Stored items
###

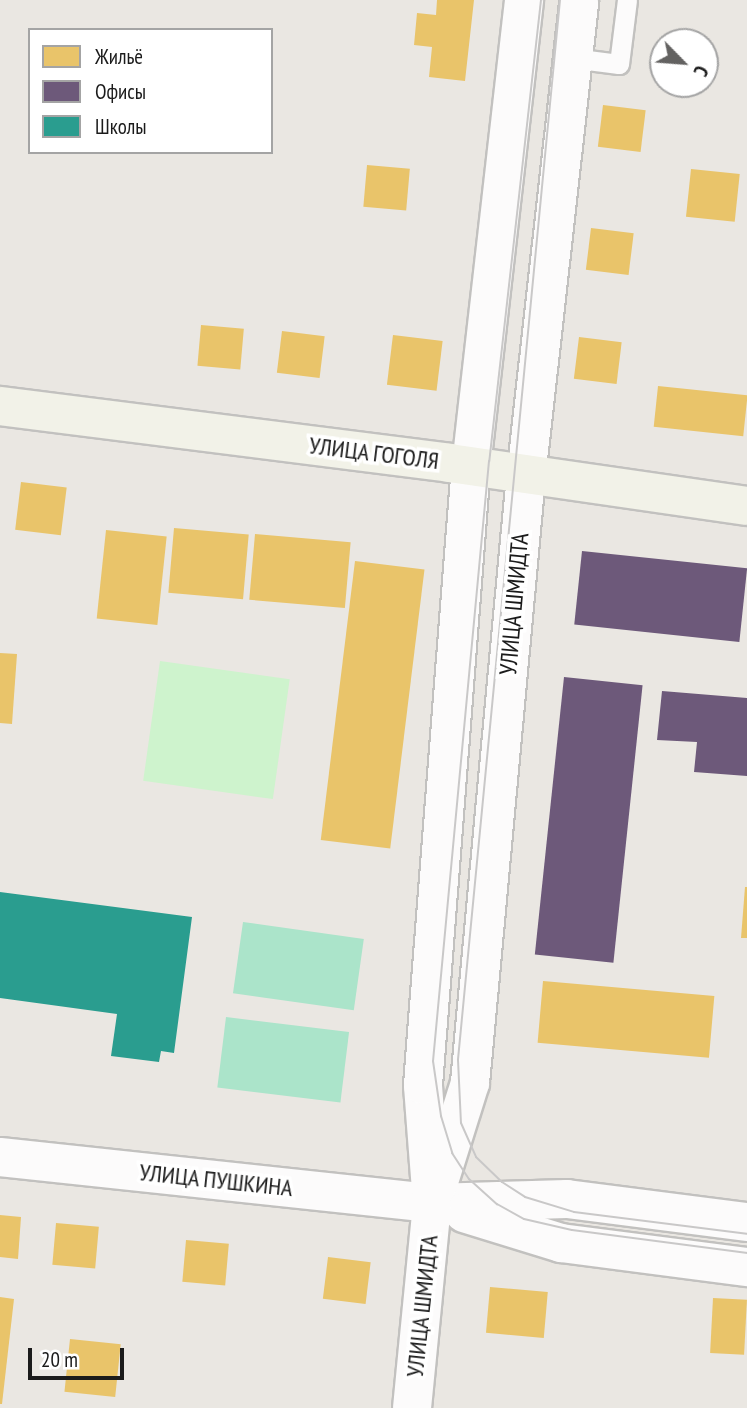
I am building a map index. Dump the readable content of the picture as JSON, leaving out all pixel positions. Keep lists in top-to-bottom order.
{
  "streets": {
    "main road": ["УЛИЦА ГОГОЛЯ"],
    "street": ["УЛИЦА ШМИДТА", "УЛИЦА ПУШКИНА"]
  },
  "crossings": [
    ["УЛИЦА ГОГОЛЯ", "УЛИЦА ШМИДТА"],
    ["УЛИЦА ШМИДТА", "УЛИЦА ПУШКИНА"]
  ],
  "legend": ["Жильё", "Офисы", "Школы"],
  "scale_bar": "20 m",
  "north": "bottom right"
}
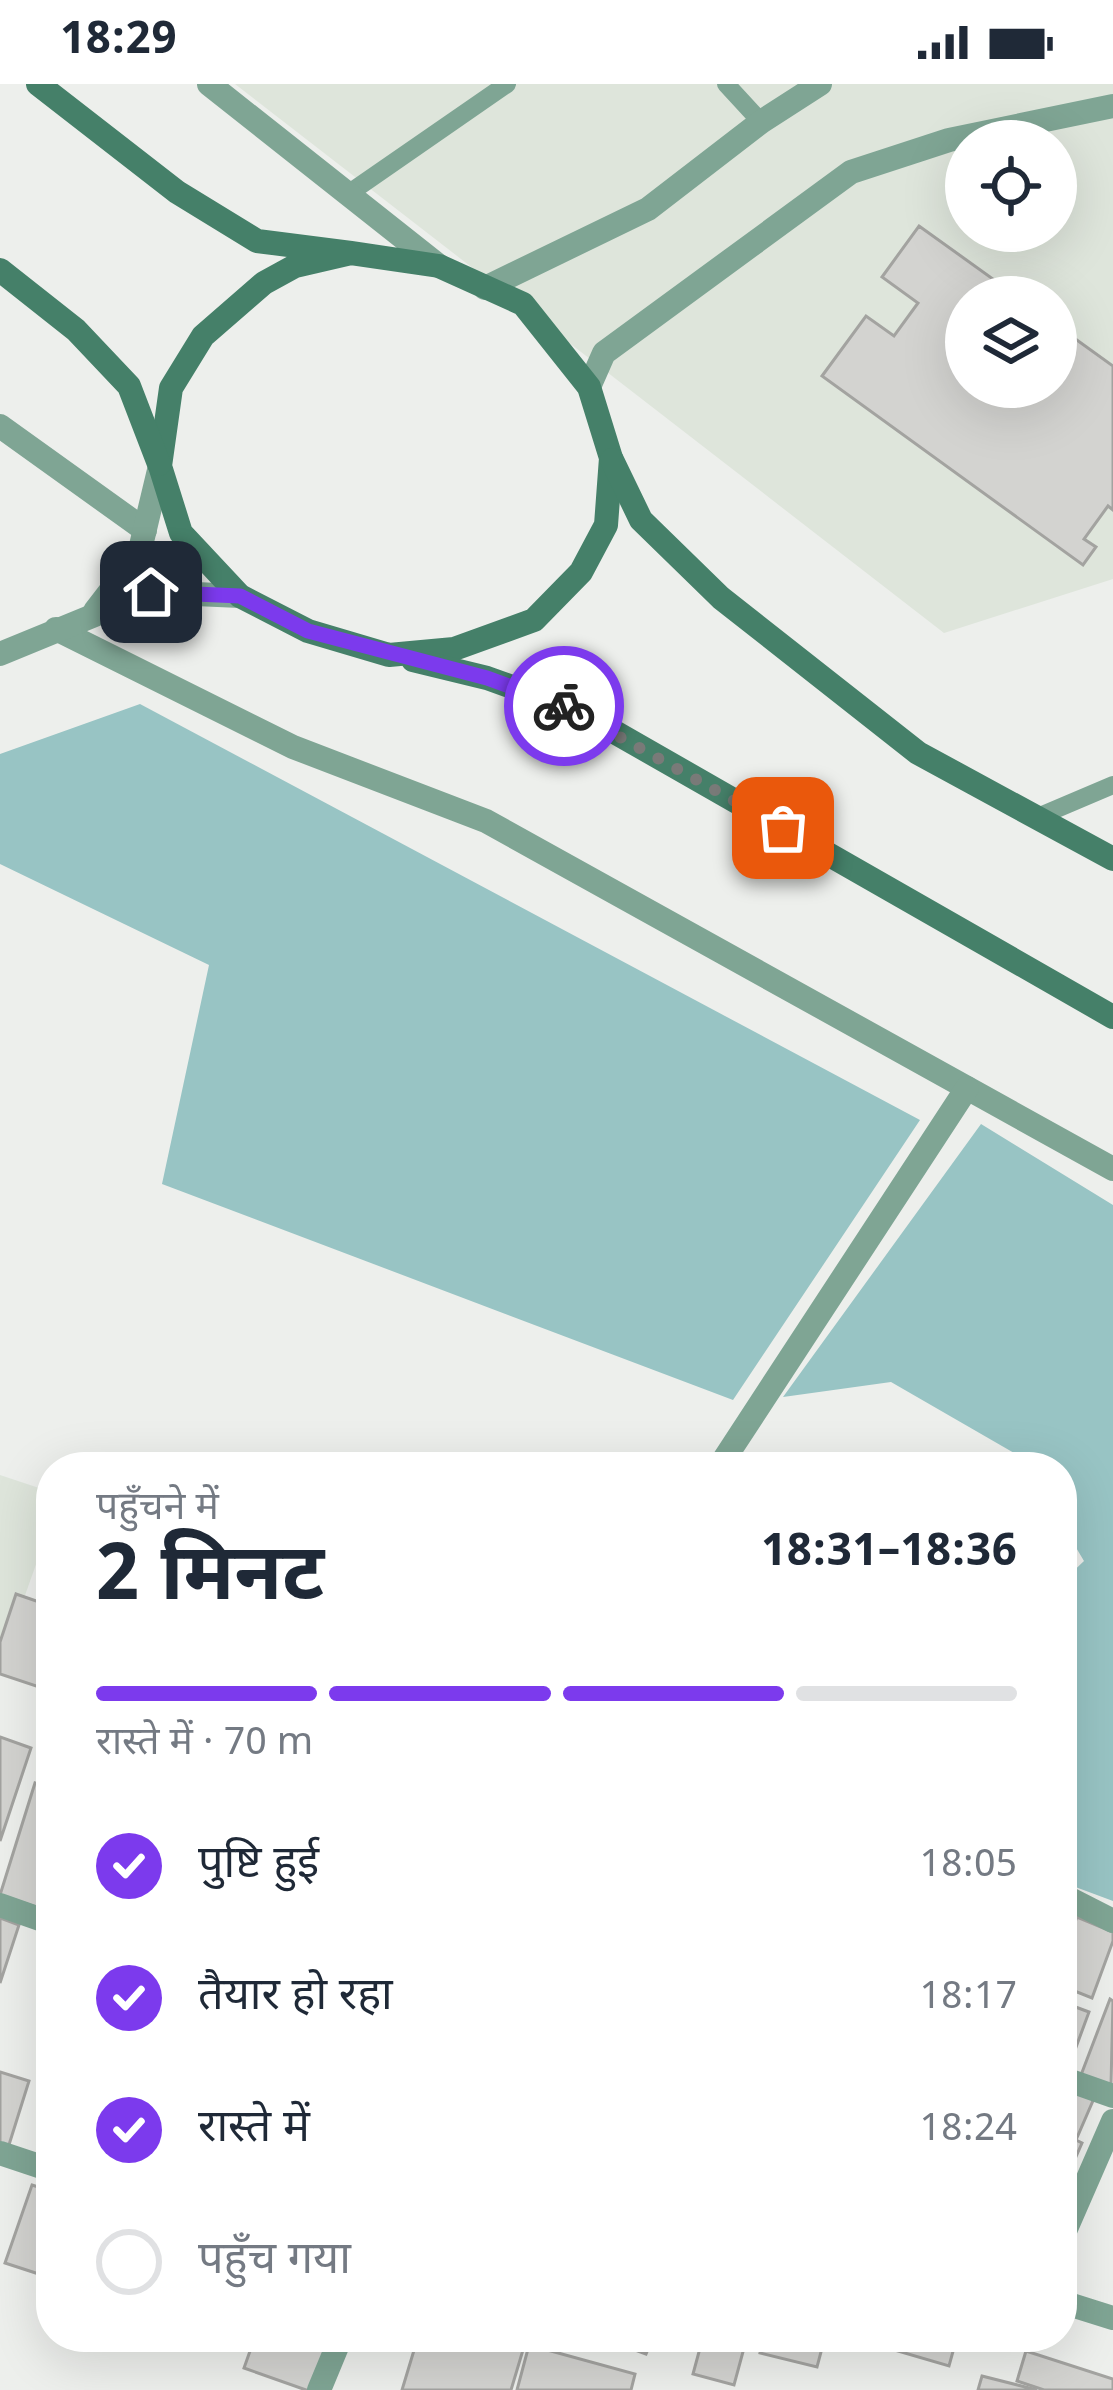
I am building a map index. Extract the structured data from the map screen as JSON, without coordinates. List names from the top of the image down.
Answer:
{
  "page": {
    "status": "18:29",
    "heading": ["2 मिनट", "पहुँचने में", "18:31–18:36"],
    "bar": "रास्ते में · 70 m",
    "list": [
      ["पुष्टि हुई", "18:05"],
      ["तैयार हो रहा", "18:17"],
      ["रास्ते में", "18:24"],
      "पहुँच गया"
    ]
  }
}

###

Please reproduce the records above exactly and leave any picture behind.

I am building a map index. Dump the readable content of the picture as JSON, leaving out all pixel positions. Keep lists in top-to-bottom order.
{
  "streets": {
    "main road": ["УЛИЦА ГОГОЛЯ"],
    "street": ["УЛИЦА ШМИДТА", "УЛИЦА ПУШКИНА"]
  },
  "crossings": [
    ["УЛИЦА ГОГОЛЯ", "УЛИЦА ШМИДТА"],
    ["УЛИЦА ШМИДТА", "УЛИЦА ПУШКИНА"]
  ],
  "legend": ["Жильё", "Офисы", "Школы"],
  "scale_bar": "20 m",
  "north": "bottom right"
}
I am building a map index. Extract the structured data from the map screen as JSON, without coordinates. List names from the top of the image down.
Answer:
{
  "page": {
    "status": "18:29",
    "heading": ["2 मिनट", "पहुँचने में", "18:31–18:36"],
    "bar": "रास्ते में · 70 m",
    "list": [
      ["पुष्टि हुई", "18:05"],
      ["तैयार हो रहा", "18:17"],
      ["रास्ते में", "18:24"],
      "पहुँच गया"
    ]
  }
}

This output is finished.